The problem is that Trump is unable to tell real information from fabricated stories. This tendency has led him to repeatedly make false claims, even as he criticizes accurate stories as “fake news.” This involves both a failure to separate reliable outlets from propaganda, as well as difficulty spotting stories that are simply hoaxes. He is evidently unable to differentiate between a reported article in The Wall Street Journal and a hit piece by the agitprop huckster Charles C. Johnson. Nor does he take the time to investigate something like the ice-age hoax to see if it’s real.
The president’s uncommon media illiteracy is a serious problem—his ignorance has also meant that by his own account, a world leader like China’s Xi Jinping can convince him to change his position after just 10 minutes of conversation. But it might be mitigated by careful staff work, if not for the fact that some of his staff seems to suffer from similar problems. Fired National-Security Adviser Michael Flynn was infamous for glomming onto nonsensical reports, while his son was dismissed from the Trump transition after passing along conspiracy theories like a false claim of a child-sex ring running out of a D.C. pizzeria.
Giving this president a Time cover is the equivalent of a targeted strike: Trump is weirdly obsessed with the newsweekly’s cover, repeatedly and falsely claiming he holds the record for appearances. Whether McFarland was nefarious or naïve about the fake Time cover is unclear, but neither is a good sign: A top security aide should neither be trying to fool the president, nor so credulous.
He is hot-tempered and hates to hear bad news.
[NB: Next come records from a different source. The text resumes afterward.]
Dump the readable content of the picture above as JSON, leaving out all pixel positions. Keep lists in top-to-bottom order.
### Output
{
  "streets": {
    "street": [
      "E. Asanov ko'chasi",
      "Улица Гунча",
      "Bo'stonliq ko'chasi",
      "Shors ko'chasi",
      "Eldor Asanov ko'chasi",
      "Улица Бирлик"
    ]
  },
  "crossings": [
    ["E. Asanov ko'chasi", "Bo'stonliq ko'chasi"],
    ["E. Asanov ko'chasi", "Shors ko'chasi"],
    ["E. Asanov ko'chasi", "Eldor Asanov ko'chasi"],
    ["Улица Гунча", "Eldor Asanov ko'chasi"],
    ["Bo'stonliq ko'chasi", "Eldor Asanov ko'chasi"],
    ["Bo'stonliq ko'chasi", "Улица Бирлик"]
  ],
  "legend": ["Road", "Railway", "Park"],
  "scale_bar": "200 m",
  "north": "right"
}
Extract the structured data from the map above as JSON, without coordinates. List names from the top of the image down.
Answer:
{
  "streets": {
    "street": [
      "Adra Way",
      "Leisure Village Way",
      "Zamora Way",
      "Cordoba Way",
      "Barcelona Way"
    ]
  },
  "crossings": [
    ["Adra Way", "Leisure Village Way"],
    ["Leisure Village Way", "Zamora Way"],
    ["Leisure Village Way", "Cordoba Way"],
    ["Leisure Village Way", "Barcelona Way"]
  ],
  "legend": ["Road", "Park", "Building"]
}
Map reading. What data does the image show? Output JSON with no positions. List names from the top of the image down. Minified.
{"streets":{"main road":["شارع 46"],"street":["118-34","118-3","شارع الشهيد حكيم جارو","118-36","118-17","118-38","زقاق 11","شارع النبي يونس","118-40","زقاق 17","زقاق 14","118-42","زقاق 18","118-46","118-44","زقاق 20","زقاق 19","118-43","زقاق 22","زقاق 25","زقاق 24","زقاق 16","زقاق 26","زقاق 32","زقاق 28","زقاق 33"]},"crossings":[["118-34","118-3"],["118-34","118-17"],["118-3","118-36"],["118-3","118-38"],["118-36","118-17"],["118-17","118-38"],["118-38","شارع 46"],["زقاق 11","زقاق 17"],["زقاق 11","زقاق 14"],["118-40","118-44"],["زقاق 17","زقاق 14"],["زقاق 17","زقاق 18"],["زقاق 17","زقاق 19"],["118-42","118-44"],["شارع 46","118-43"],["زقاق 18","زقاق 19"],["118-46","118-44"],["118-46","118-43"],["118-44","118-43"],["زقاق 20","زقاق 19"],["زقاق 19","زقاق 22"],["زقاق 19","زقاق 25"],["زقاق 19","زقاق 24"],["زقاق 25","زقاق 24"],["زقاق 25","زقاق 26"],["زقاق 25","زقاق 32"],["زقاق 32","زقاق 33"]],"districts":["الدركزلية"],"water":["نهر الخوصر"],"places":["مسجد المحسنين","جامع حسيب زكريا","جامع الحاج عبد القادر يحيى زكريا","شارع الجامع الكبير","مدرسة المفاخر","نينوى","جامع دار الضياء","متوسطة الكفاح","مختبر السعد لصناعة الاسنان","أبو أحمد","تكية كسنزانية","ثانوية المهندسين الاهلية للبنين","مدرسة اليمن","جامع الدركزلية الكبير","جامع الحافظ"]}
“The best way to focus the president’s attention on any story is to tell him about it personally, even if it is in one of the papers he’s already thumbed through,” Goldmacher writes. “But officials say it’s a high-risk, high-reward proposition because Trump’s frustrations at bad stories can easily boomerang against those delivering him the news.”
Trump has raged about leaks and stewed when his press team is unable to spin stories more favorably. When they were unable to garner better coverage of the firing of FBI Director James Comey last week, Trump took it upon himself to speak to NBC’s Lester Holt. But Trump merely poured gasoline on the fire, contradicting his vice president, his staffers, and his own stated rationale in a letter and in conversations with members of Congress, and confirming the suspicion that Trump fired Comey to stifle an investigation into Russia interference in the election.
Cowed by Trump’s temper and his allergy to bad news, staffers are forced to become yes-men and -women. As a businessman, Trump was known for demanding loyalty and affirmation, and he has brought that tendency to the White House. Thus Treasury Secretary Steven Mnuchin, who certainly knows better, sat by during an Economist interview last week as Trump claimed he had invented the phrase “priming the pump.” When Trump said he’d intimidated China into ceasing its currency manipulation, Mnuchin quickly affirmed that “as soon as the president got elected they went the other way,” although the change dates back to 2014. The problem is especially acute when so much news about the administration is bad news. That only encourages staffers to hand Trump positive, but affirming, fake information.